CEO Compensation Package – Summary of Key Terms
 

Cash Compensation. The CEO’s cash compensation package is comprised of an annual salary of NIS 1.44 million (~$436,364) and an annual cash target bonus of NIS 1.5 million (~$454,545).
 

o
The annual cash bonus targets shall be set annually by the Compensation Committee and the Board of Directors in line with Check Point’s Executive Compensation Policy and the performance targets specified in the policy. The maximum bonus can reach up to 200% of the annual base salary.
 

o
No change is being proposed to Mr. Zafrir’s cash compensation, as approved by the shareholders in 2024.
 

CEO Equity Grant.
 

o
In 2024, upon his appointment as CEO, Mr. Zafrir was granted an equity compensation package comprised of (i) an RSU award of $4.4 million to be vested in four annual installments, with $1.4 million vesting after the first year and $1 million vesting in each of the remaining three years, (ii) a PSU award of $4 million subject to achievement of a bookings growth performance criteria set by the Compensation Committee (over a period of four years), and (iii) a stock option award of $6 million vesting in four annual installments.
 

o
It is proposed that Mr. Zafrir be granted a CEO Equity Grant with similar components as his 2024 equity compensation package, in substantially the same amount, with an aggregate dollar value increase of $600,000, reflecting a 3.9% increase to the total CEO compensation package.
 

o
In making its recommendation, the Compensation Committee noted the fact that Mr.
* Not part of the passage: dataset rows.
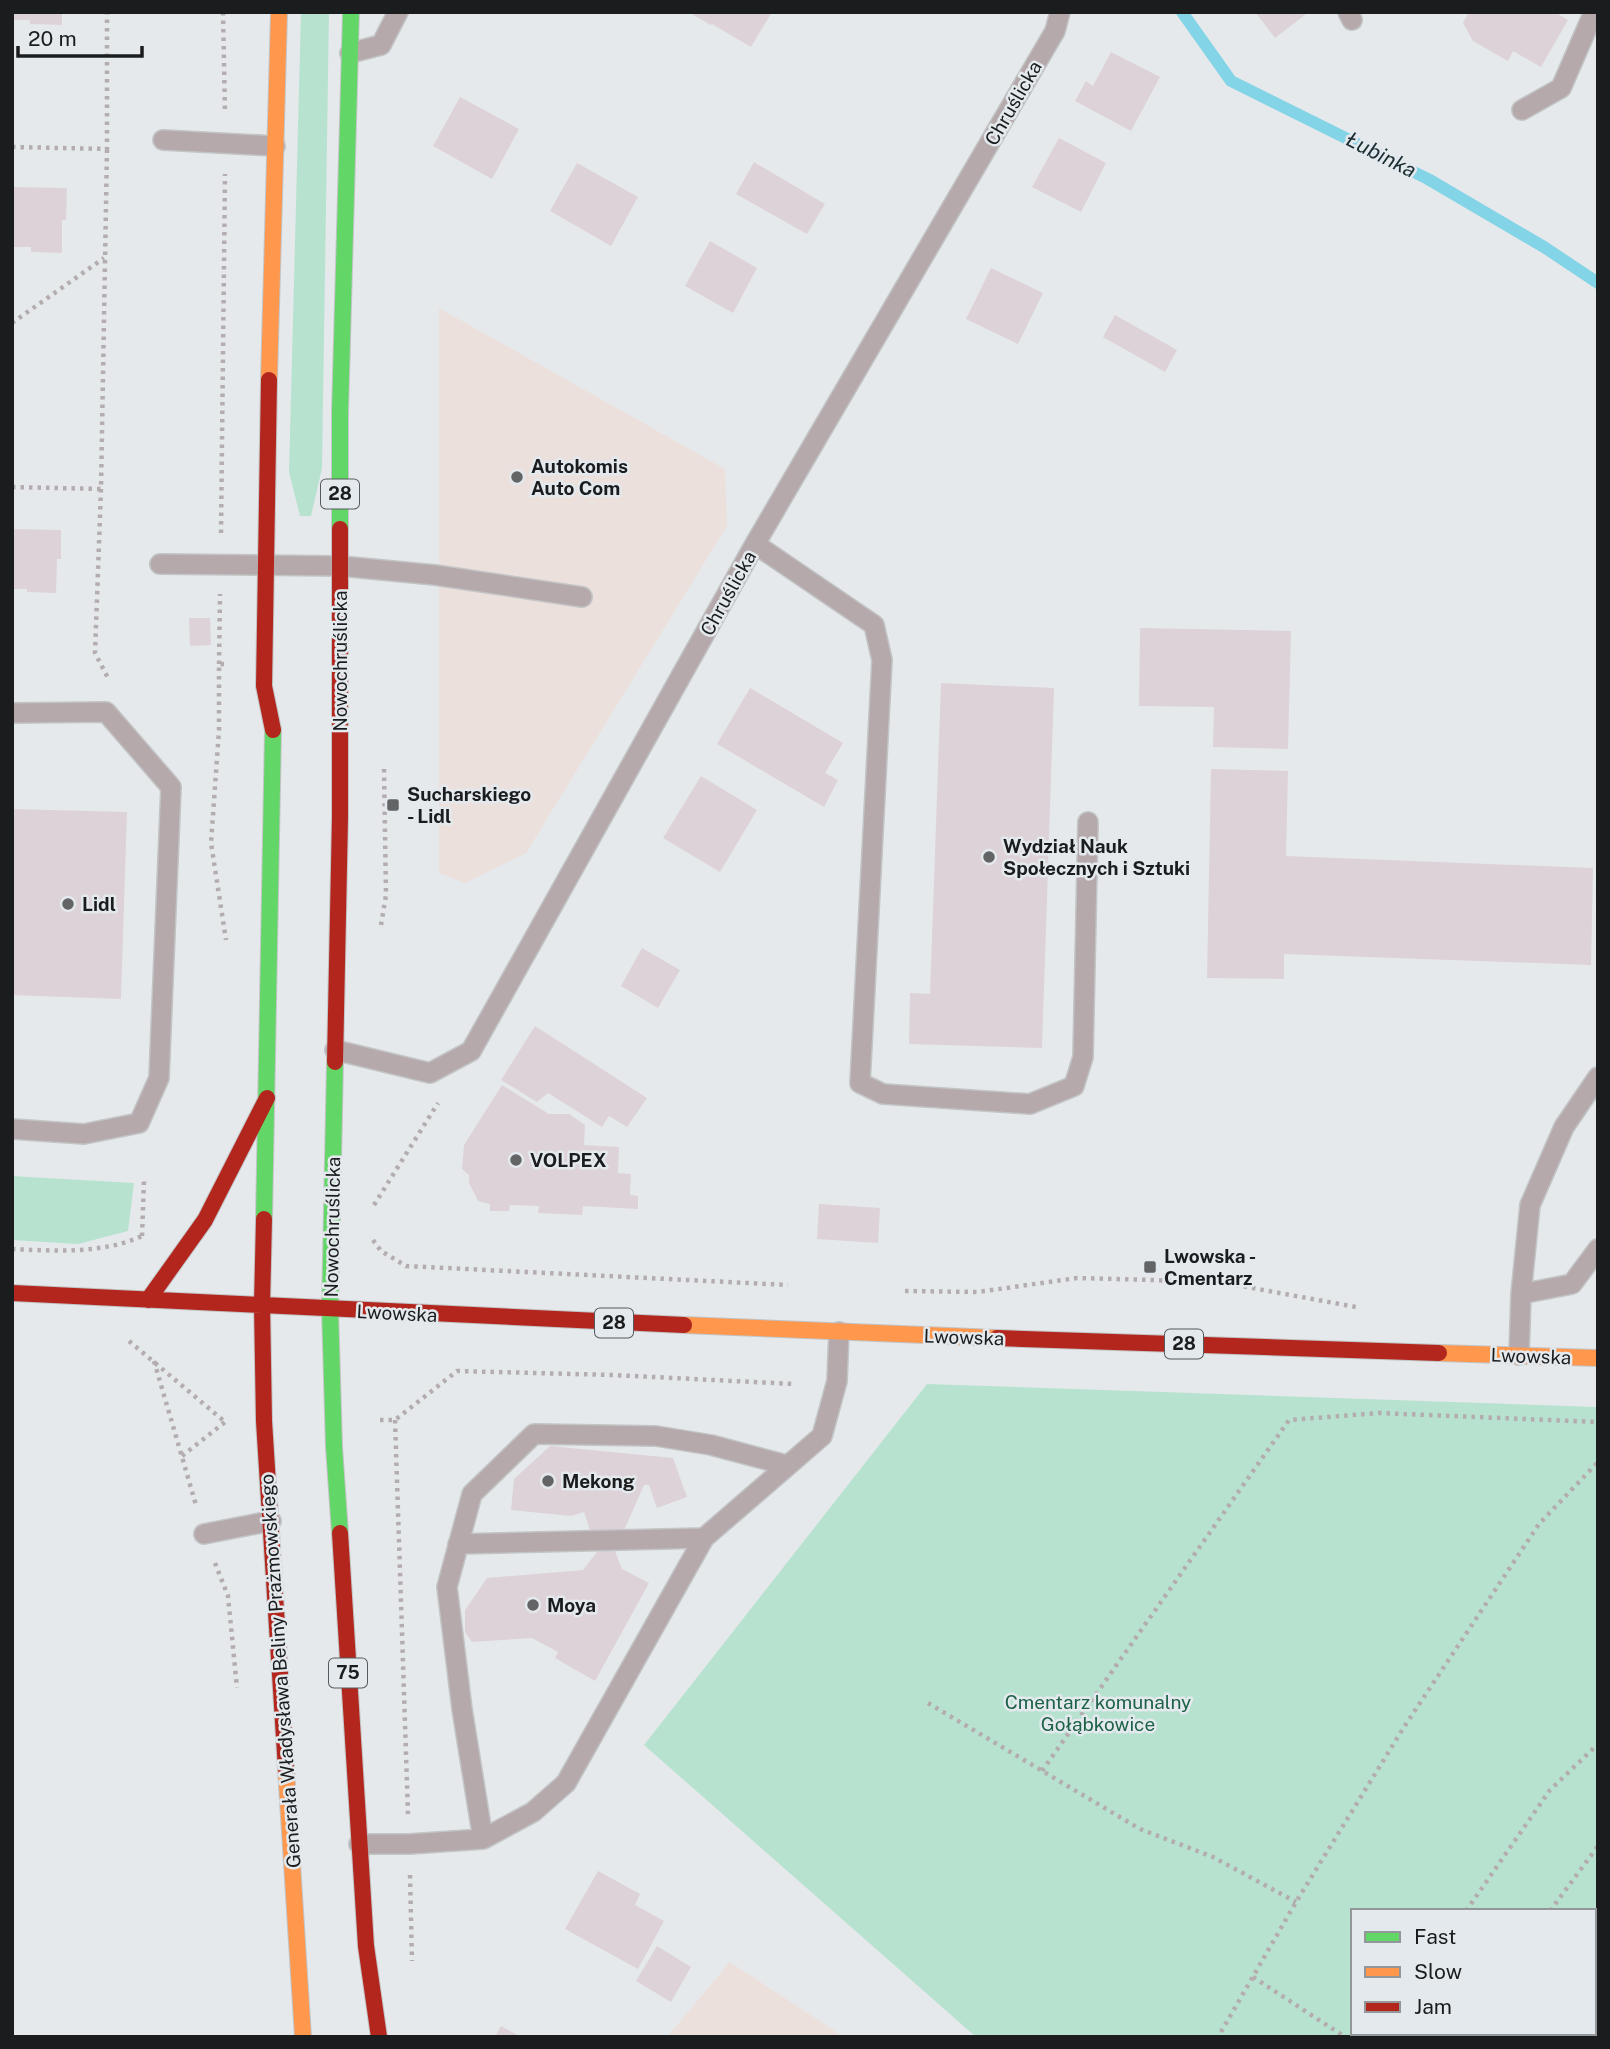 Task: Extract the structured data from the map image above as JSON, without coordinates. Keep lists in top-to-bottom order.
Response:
{
  "streets": {
    "main road": [
      "28",
      "Nowochruślicka",
      "Lwowska",
      "Generała Władysława Beliny Prażmowskiego",
      "75"
    ],
    "lane": ["Chruślicka"]
  },
  "crossings": [
    ["Chruślicka", "Nowochruślicka"],
    ["28", "Nowochruślicka"],
    ["28", "Lwowska"],
    ["28", "Generała Władysława Beliny Prażmowskiego"],
    ["28", "75"],
    ["Nowochruślicka", "Lwowska"],
    ["Nowochruślicka", "75"],
    ["Lwowska", "75"]
  ],
  "water": ["Łubinka"],
  "parks": ["Cmentarz komunalny Gołąbkowice"],
  "places": {
    "other": [
      "Autokomis Auto Com",
      "Wydział Nauk Społecznych i Sztuki",
      "Lidl",
      "VOLPEX",
      "Mekong",
      "Moya"
    ],
    "transit": ["Sucharskiego - Lidl", "Lwowska - Cmentarz"]
  },
  "legend": ["Fast", "Slow", "Jam"],
  "scale_bar": "20 m"
} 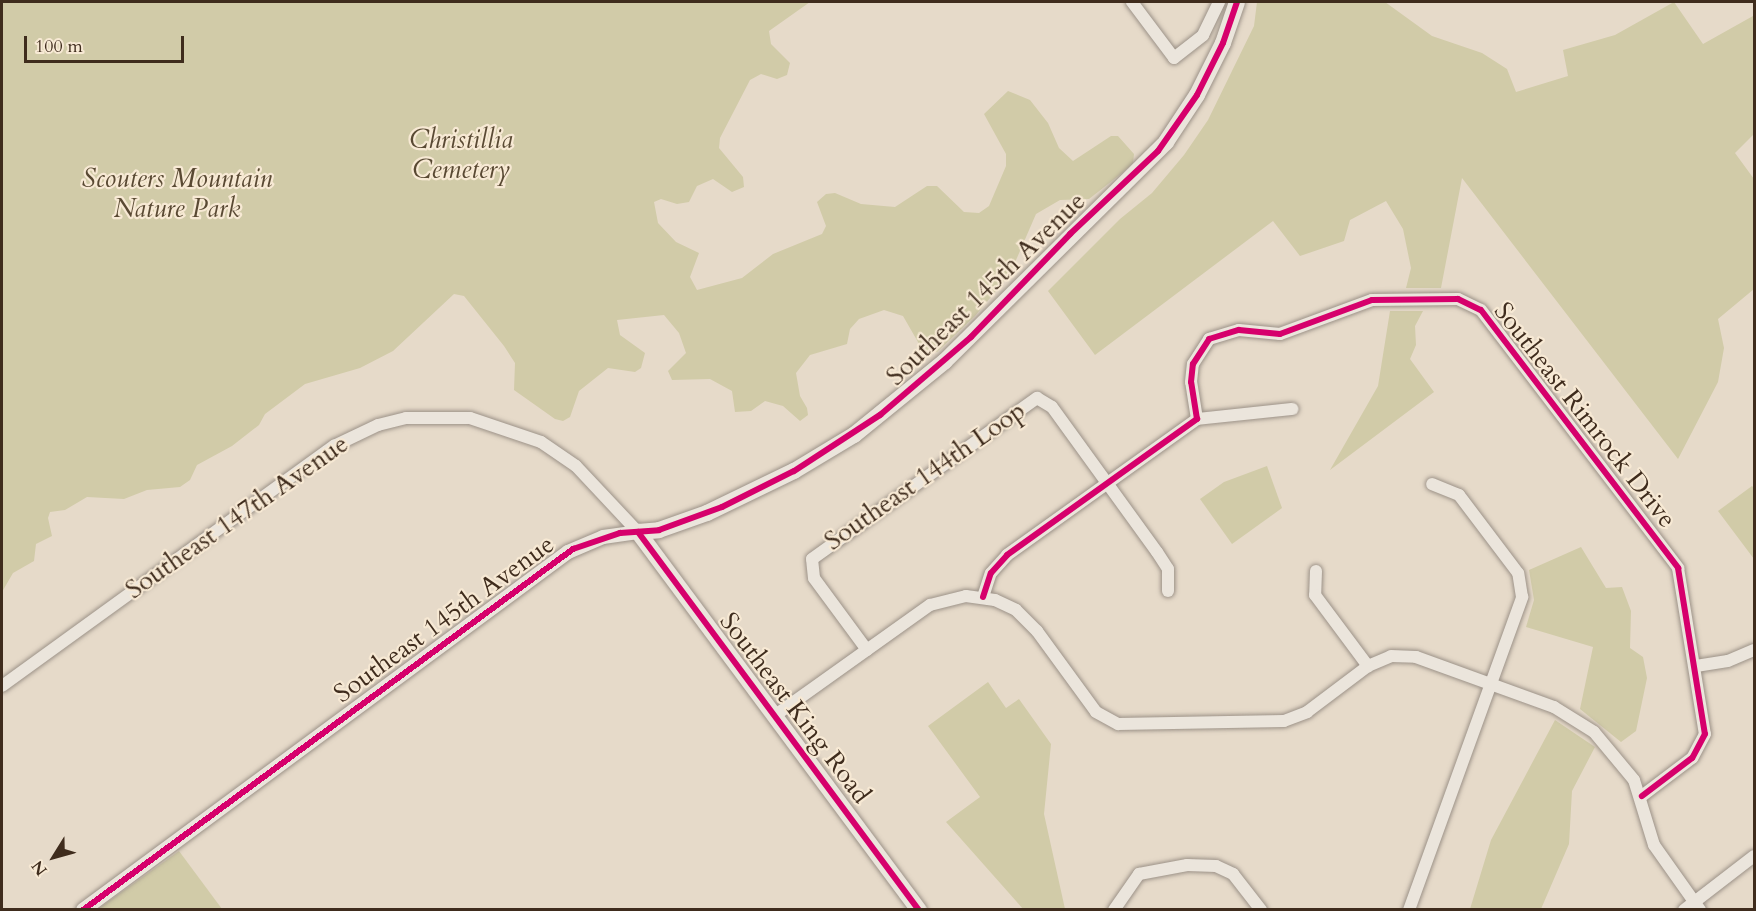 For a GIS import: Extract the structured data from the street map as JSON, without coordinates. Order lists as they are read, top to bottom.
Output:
{
  "streets": {
    "main road": ["Southeast 145th Avenue", "Southeast King Road"],
    "street": ["Southeast Rimrock Drive", "Southeast 144th Loop", "Southeast 147th Avenue"]
  },
  "crossings": [
    ["Southeast 145th Avenue", "Southeast 147th Avenue"],
    ["Southeast 145th Avenue", "Southeast King Road"],
    ["Southeast 147th Avenue", "Southeast King Road"]
  ],
  "parks": ["Christillia Cemetery", "Scouters Mountain Nature Park"],
  "scale_bar": "100 m",
  "north": "bottom left"
} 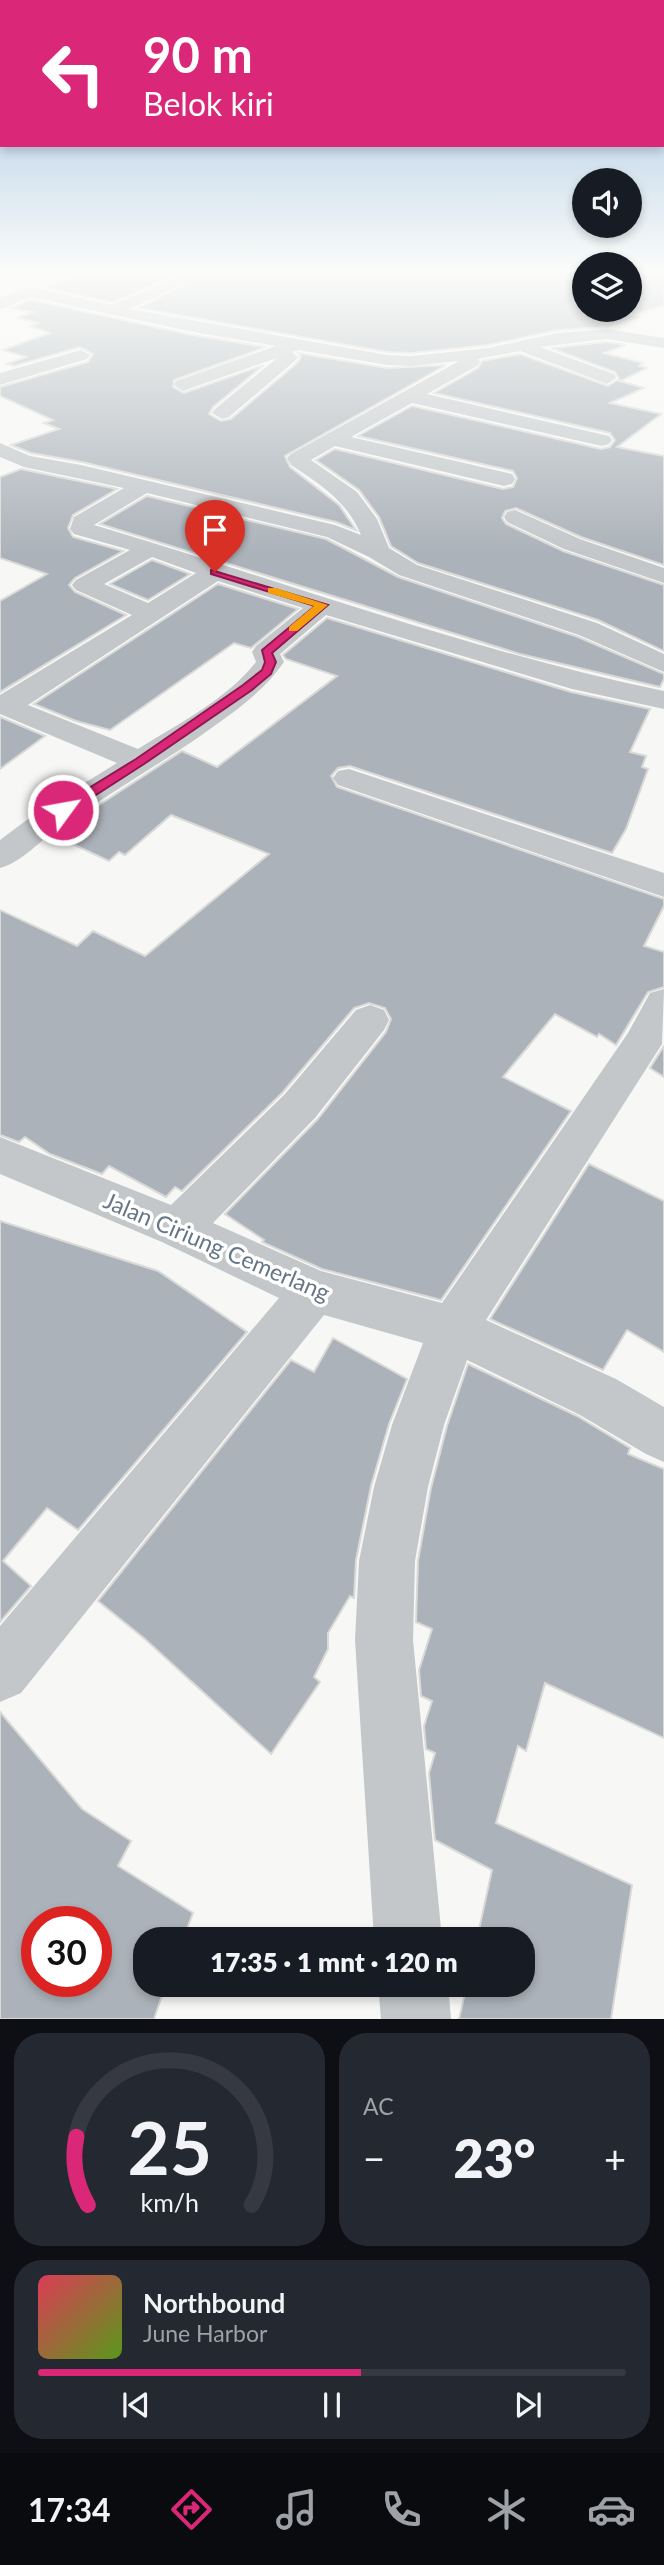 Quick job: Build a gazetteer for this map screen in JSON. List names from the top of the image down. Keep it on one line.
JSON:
{"streets":{"street":["Jalan Ciriung Cemerlang"]},"page":{"turn":["90 m","Belok kiri"],"limit":"30","trip":"17:35 · 1 mnt · 120 m","tile":"AC","heat":["−","23°","+"],"song":["Northbound","June Harbor"],"tabs":"17:34","gauge":["25","km/h"]}} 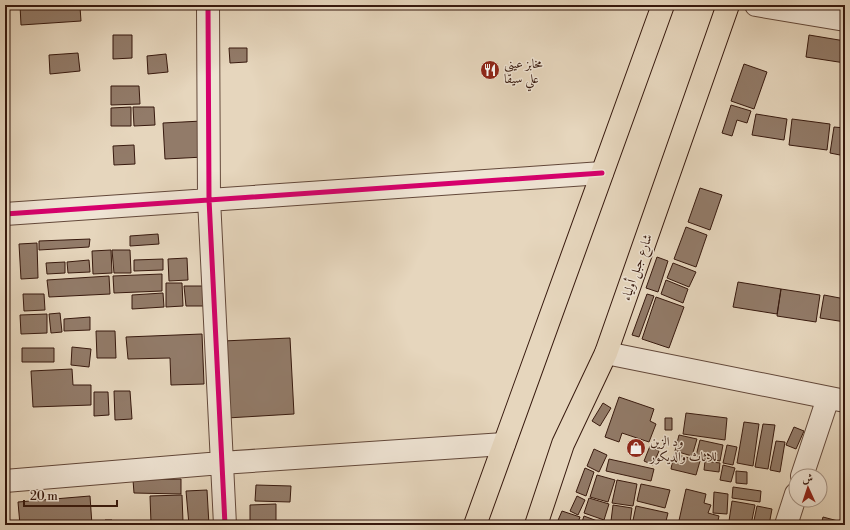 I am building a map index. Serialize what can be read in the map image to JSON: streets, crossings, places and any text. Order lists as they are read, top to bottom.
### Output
{
  "streets": {
    "main road": ["شارع جبل أولياء"]
  },
  "places": {
    "restaurant": ["مخابز عيني علي سيقا"],
    "shop": ["ود الزين للاثاث والديكور"]
  },
  "scale_bar": "20 m",
  "north": "top"
} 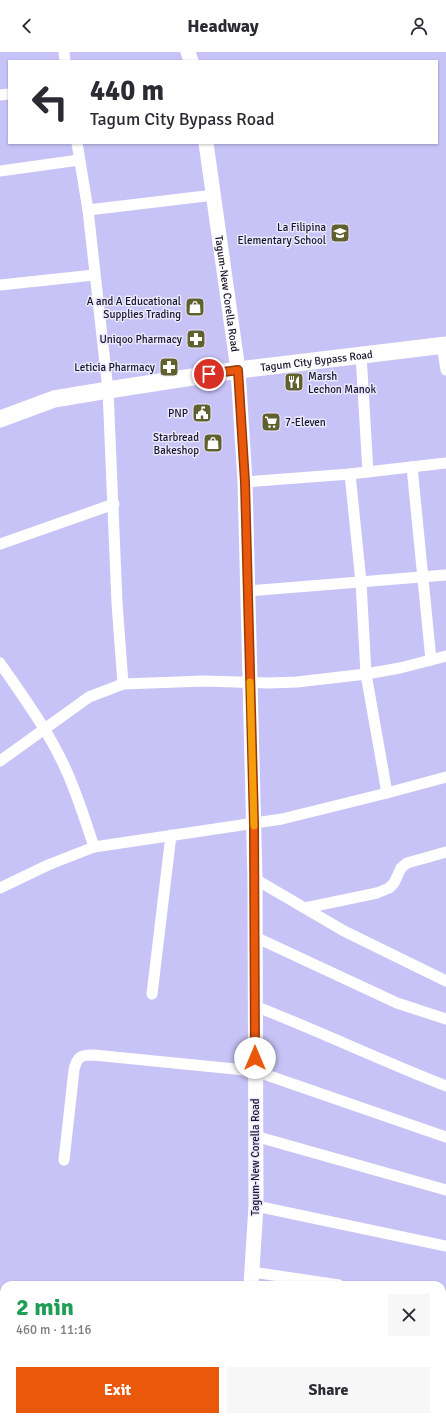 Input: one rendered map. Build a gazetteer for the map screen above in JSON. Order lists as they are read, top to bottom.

Zafrir’s cash compensation (guaranteed salary or annual cash bonus) will not be increased.
 

That, notwithstanding the small increase in the dollar value of the grant, the aggregate number of units (RSUs, PSUs and options) included in the CEO Equity Grant is expected to be less than the aggregate number of units granted to the CEO in 2024 due to the significant increase to Check Point’s share price since the 2024 grant date.
 

o
The proposed CEO Equity Grant is comprised of the following elements:
 

an RSU award of $5.0 million to be vested in four annual installments, with $2.0 million vesting after the first year and $1.0 million vesting in each of the remaining three year;
 

a PSU award of $4.0 million subject to achievement of a bookings and ARR growth performance criteria set by the Compensation Committee (over a period of four years); and
 

a stock option award to be vested in four annual installments, with a Black-Scholes-Merton value of $6.0 million calculated on the date of grant.
 
12



o
The equity awards will be granted to Mr. Zafrir on the date of the annual general meeting, calculated based on the closing price of Check Point’s ordinary shares on Nasdaq on such date. The exercise price of the stock options will equal the closing share price on Nasdaq on the date of grant.
 

o
Special terms: Similar to the 2024 equity grant, in the event Check Point initiates a termination of the CEO’s employment in his first 24 months of employment (other than for cause) (i.e., prior to December 1, 2026), then 50% of his unvested RSUs and stock options will vest at the end of his employment. In case of death or permanent disability, 100% of the CEO’s unvested equity awards will vest immediately with any applicable performance conditions deemed to be achieved at target.

Recommendation

Our Compensation Committee and our Board of Directors believe that it is in the best interest of our shareholders and Check Point to approve the CEO Equity Grant for Mr. Zafrir, Check Point’s Chief Executive Officer, and recommend that the shareholders approve the CEO Compensation Package.
 
Proposal

           We are proposing to adopt the following resolution:

RESOLVED, to approve the CEO Equity Grant for Mr. Nadav Zafrir, Check Point’s Chief Executive Officer, upon the terms recommended by the Compensation Committee and approved by the Board of Directors of Check Point and set forth in Item 3 of the Proxy Statement.
 
Vote Required

See “Required Vote and Quorum” above.
 
13

 
ITEM 4 – PROPOSAL TO APPROVE COMPENSATION FOR THE EXECUTIVE CHAIR OF
THE BOARD OF DIRECTORS
 
Background
 
In December 2024, following the appointment of Nadav Zafrir as our Chief Executive Officer, Gil Shwed, our founder and former Chief Executive Officer since Check Point’s inception, became Executive Chair of the Board of Directors. Mr. Shwed’s ongoing long-term active committed contributions have been key to Check Point’s sustained growth and long-term success.
 
In connection with his role as Executive Chair, our shareholders are being asked to approve the grant of an option award for Mr. Gil Shwed in his role as Executive Chair of the Board.
 
Mr. Shwed is widely recognized globally as a pioneer in the global cybersecurity industry, and is considered the inventor of the modern firewall and has authored several key patents in the cybersecurity industry, such as Check Point’s Stateful Inspection technology.
 
In line with his prominent role as a leader of Israel’s innovative technology industry, for more than 30 years, Mr. Shwed was granted in 2018 the prestigious Israel Prize for his overall contributions to the Israeli technology industry.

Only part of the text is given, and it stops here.